=== Task statement ===
Transcribe the stretch of entries below from the line with "c.lineJoin = 'round';" through the line with "function label(font, color, halo, rows, align", exactly and with both ends included; leave out all other lines.
────────
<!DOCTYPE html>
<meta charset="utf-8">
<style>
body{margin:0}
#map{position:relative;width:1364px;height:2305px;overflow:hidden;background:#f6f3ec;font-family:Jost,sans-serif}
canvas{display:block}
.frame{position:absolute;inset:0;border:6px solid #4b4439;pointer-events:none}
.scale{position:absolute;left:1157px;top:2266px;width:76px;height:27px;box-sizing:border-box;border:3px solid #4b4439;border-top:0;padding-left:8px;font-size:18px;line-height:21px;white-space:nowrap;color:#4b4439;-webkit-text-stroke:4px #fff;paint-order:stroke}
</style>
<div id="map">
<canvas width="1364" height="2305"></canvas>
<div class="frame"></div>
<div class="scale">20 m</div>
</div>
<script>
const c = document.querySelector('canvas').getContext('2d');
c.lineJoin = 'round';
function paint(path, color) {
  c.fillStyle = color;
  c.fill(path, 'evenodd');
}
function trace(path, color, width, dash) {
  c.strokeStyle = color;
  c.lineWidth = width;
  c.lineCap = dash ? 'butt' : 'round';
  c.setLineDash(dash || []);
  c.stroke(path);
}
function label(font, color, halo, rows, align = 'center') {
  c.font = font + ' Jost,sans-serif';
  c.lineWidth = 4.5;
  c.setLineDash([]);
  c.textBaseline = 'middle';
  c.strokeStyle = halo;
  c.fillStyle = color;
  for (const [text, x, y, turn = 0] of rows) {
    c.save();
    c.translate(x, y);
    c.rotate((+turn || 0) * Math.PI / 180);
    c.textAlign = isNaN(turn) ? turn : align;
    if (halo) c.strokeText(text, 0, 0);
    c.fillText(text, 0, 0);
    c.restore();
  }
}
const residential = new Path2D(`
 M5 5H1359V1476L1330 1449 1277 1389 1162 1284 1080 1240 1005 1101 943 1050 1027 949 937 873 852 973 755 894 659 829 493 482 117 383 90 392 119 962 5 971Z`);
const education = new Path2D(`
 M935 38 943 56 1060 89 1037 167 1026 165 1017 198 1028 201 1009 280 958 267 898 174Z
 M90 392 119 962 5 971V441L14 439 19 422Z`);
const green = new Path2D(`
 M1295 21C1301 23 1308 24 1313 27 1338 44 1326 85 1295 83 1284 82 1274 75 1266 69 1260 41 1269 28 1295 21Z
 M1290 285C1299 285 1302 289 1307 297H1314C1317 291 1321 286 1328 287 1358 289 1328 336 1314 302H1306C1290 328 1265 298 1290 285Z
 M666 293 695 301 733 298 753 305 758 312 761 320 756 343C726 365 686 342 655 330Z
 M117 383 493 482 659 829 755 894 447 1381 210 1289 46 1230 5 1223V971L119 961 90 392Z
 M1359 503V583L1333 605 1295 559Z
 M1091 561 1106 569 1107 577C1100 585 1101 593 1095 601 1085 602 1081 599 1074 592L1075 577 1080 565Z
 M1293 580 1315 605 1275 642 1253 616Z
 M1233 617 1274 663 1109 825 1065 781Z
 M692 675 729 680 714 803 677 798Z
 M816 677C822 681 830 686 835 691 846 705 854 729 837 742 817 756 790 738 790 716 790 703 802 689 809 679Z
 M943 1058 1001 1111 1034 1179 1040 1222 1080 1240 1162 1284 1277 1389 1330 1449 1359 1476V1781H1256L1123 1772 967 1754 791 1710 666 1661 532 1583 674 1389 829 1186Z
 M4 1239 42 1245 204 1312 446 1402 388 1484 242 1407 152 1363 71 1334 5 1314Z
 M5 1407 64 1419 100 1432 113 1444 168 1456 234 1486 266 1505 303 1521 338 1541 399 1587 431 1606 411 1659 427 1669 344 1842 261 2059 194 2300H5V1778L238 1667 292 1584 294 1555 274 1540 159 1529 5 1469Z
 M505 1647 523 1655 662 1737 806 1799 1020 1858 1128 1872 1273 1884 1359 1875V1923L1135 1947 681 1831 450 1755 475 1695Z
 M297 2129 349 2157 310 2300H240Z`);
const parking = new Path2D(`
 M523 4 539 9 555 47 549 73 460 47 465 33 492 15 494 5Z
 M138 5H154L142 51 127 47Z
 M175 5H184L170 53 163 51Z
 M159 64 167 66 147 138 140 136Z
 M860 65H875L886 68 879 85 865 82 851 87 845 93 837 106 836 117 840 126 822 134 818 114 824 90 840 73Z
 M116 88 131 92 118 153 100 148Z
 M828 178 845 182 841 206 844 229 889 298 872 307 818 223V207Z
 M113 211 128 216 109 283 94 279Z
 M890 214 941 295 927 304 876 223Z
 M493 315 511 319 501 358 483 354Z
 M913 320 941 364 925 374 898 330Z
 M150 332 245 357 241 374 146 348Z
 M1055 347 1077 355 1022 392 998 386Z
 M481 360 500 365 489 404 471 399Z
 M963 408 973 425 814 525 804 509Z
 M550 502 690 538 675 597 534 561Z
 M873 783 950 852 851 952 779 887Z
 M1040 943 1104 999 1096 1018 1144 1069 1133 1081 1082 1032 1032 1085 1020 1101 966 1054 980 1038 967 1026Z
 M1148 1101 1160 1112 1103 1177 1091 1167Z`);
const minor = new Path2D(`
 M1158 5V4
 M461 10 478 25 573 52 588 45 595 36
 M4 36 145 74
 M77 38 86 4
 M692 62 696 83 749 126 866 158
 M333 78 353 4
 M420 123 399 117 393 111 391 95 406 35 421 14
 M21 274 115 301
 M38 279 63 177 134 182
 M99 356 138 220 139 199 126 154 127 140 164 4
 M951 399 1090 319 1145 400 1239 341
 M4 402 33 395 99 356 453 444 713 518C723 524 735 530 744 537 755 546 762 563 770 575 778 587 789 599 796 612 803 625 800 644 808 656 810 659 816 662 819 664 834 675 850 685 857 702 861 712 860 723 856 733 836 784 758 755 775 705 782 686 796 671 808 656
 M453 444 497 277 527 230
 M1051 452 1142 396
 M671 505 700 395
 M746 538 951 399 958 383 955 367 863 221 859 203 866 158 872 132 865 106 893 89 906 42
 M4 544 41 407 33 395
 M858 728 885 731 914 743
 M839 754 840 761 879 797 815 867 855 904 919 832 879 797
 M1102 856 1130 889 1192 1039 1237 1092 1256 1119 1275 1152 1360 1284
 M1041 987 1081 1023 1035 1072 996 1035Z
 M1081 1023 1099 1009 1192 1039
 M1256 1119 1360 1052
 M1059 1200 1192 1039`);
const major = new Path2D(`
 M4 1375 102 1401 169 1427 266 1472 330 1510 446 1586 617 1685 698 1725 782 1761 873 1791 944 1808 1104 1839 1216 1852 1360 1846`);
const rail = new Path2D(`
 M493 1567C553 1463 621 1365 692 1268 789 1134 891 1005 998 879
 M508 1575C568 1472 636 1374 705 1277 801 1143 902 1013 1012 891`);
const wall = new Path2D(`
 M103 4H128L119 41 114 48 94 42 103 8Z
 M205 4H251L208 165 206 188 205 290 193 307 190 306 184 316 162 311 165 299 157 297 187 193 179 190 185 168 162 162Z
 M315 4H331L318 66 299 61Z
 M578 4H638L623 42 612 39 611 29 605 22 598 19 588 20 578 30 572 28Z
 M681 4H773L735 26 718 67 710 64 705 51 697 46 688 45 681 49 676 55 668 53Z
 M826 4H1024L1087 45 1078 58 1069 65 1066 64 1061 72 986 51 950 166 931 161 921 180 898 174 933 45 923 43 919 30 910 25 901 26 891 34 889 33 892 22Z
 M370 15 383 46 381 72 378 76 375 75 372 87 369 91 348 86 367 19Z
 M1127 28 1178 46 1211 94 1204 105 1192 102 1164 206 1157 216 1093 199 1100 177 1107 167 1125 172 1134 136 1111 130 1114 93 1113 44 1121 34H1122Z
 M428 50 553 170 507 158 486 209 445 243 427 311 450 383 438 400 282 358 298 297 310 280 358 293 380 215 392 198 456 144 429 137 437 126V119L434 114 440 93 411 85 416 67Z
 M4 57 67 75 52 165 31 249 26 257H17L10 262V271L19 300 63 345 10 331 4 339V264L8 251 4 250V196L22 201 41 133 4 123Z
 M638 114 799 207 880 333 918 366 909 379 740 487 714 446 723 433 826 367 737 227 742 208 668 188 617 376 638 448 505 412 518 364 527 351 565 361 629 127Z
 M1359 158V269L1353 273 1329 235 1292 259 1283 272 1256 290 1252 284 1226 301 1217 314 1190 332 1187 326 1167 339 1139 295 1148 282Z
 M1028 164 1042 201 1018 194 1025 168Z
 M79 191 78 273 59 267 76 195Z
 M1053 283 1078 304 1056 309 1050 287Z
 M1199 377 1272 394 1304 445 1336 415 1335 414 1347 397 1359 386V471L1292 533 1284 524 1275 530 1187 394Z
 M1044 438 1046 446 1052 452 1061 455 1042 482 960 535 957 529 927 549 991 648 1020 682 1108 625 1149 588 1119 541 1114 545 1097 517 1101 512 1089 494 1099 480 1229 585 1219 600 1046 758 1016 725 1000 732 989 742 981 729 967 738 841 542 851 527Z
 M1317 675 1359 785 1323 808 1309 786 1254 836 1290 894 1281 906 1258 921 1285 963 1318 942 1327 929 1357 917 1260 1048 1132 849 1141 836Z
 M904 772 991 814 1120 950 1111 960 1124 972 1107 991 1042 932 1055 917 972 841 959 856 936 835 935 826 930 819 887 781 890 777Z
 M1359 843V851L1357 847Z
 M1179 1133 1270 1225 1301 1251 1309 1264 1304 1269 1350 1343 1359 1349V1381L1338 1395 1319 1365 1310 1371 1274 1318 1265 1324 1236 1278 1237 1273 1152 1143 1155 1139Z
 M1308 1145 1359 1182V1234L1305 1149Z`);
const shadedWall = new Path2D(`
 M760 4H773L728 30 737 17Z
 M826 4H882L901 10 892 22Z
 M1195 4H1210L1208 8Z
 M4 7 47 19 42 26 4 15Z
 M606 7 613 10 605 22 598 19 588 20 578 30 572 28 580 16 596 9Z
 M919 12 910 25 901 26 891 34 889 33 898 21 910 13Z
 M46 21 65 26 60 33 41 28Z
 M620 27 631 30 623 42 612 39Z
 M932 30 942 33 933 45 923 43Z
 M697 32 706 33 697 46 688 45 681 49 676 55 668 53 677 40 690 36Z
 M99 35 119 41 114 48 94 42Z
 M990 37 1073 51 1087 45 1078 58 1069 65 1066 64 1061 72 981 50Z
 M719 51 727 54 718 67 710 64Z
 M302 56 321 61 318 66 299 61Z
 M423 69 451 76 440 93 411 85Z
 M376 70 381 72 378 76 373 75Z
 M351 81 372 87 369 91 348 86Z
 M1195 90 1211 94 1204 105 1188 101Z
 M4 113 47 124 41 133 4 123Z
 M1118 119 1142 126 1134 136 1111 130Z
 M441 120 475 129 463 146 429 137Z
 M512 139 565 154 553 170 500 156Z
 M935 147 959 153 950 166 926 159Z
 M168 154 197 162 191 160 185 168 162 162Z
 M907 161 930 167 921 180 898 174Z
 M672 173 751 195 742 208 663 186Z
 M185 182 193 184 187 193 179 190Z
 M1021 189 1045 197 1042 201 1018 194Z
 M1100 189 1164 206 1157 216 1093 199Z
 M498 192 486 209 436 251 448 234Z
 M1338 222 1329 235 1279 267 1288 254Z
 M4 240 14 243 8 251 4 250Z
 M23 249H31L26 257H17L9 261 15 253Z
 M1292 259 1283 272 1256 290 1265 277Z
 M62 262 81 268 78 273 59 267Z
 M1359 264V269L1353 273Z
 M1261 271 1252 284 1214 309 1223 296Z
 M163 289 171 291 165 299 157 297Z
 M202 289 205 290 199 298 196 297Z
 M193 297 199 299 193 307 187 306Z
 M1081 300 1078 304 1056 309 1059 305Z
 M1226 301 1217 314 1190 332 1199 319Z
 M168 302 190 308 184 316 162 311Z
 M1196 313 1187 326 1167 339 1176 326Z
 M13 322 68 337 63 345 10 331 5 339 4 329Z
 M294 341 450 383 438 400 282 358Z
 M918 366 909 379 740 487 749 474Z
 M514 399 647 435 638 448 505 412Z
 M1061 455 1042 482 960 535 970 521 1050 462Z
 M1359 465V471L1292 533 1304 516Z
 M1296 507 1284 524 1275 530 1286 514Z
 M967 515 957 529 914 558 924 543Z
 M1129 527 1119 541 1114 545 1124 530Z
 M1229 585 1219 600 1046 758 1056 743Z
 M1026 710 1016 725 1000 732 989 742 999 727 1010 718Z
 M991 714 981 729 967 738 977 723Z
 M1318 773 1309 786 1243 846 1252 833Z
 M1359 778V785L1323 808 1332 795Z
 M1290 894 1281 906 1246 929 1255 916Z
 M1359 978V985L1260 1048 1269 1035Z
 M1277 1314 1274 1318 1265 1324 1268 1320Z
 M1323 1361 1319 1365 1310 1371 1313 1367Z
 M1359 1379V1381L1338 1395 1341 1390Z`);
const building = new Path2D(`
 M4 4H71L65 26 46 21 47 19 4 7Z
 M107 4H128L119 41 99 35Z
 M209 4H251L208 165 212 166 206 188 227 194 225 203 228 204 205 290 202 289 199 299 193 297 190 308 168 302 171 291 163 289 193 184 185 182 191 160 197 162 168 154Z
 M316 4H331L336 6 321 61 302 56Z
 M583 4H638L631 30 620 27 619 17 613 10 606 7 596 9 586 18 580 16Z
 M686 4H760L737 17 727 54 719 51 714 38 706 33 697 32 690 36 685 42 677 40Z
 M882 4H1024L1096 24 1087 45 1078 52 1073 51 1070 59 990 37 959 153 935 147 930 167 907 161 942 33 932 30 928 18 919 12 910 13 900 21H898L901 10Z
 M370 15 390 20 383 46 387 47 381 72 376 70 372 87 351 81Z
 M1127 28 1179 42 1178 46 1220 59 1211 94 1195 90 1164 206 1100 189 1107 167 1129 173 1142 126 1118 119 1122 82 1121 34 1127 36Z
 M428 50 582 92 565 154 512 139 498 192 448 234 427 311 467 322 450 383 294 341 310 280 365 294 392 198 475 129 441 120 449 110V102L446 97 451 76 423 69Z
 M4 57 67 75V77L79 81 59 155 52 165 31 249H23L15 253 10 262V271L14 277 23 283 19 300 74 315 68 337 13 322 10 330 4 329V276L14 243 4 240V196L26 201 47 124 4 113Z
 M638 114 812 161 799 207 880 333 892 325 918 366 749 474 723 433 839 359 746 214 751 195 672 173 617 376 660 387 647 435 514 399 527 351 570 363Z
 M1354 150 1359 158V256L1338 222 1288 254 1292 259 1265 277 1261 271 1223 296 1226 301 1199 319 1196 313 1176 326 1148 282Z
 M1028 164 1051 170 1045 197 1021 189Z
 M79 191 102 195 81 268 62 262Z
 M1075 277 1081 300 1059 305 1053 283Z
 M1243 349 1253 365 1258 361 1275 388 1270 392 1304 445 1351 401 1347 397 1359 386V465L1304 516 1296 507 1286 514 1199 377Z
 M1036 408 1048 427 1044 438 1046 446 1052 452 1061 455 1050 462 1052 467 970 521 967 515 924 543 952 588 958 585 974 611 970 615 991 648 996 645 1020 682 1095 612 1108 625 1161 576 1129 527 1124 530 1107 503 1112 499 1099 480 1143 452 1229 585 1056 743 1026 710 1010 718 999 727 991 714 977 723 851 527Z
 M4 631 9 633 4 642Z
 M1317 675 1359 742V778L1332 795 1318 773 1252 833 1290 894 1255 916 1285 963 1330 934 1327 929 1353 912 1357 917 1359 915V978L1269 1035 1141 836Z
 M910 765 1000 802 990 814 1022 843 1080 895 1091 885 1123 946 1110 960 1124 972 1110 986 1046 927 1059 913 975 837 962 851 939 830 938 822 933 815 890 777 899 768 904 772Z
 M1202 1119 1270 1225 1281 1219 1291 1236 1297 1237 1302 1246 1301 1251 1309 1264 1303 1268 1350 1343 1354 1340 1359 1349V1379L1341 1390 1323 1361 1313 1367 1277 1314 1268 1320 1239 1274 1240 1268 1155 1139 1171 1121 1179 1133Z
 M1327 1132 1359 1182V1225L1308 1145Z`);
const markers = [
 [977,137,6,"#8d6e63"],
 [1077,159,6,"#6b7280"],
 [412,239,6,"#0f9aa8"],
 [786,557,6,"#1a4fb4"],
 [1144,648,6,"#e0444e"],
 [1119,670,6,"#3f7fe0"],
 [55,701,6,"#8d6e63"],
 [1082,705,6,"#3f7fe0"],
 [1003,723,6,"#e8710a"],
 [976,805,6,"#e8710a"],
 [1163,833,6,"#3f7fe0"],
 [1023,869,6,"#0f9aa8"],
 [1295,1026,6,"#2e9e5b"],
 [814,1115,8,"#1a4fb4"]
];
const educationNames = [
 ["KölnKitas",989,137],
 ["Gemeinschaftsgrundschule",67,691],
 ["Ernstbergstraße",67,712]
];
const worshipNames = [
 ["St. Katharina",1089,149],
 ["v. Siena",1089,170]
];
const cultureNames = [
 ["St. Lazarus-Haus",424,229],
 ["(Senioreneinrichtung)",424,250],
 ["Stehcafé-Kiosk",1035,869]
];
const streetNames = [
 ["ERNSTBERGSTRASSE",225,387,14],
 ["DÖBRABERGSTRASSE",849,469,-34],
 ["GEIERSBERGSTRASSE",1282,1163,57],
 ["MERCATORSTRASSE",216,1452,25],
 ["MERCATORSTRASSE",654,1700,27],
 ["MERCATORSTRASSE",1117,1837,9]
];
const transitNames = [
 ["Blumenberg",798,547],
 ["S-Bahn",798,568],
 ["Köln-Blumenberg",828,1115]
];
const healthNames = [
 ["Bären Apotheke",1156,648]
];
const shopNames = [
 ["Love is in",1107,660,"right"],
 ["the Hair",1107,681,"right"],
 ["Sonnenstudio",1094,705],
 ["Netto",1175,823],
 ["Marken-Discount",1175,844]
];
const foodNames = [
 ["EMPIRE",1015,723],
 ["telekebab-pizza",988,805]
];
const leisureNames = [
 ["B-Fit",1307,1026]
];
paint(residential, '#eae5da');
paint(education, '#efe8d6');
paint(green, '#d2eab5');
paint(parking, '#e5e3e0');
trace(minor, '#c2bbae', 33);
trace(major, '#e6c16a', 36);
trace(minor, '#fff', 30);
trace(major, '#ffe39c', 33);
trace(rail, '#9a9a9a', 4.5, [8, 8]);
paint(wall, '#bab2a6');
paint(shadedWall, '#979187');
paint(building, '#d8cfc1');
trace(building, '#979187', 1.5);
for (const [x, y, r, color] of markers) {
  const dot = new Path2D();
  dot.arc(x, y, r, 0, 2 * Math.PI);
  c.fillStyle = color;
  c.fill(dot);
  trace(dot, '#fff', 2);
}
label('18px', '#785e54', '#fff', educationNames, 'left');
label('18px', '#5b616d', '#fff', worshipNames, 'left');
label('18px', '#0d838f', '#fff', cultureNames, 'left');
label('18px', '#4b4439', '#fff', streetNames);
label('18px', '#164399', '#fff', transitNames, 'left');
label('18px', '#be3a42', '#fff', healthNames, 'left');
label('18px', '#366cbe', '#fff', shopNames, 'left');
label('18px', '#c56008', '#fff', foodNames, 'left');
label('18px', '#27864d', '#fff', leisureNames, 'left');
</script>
────────
=== Solution ===
c.lineJoin = 'round';
function paint(path, color) {
  c.fillStyle = color;
  c.fill(path, 'evenodd');
}
function trace(path, color, width, dash) {
  c.strokeStyle = color;
  c.lineWidth = width;
  c.lineCap = dash ? 'butt' : 'round';
  c.setLineDash(dash || []);
  c.stroke(path);
}
function label(font, color, halo, rows, align = 'center') {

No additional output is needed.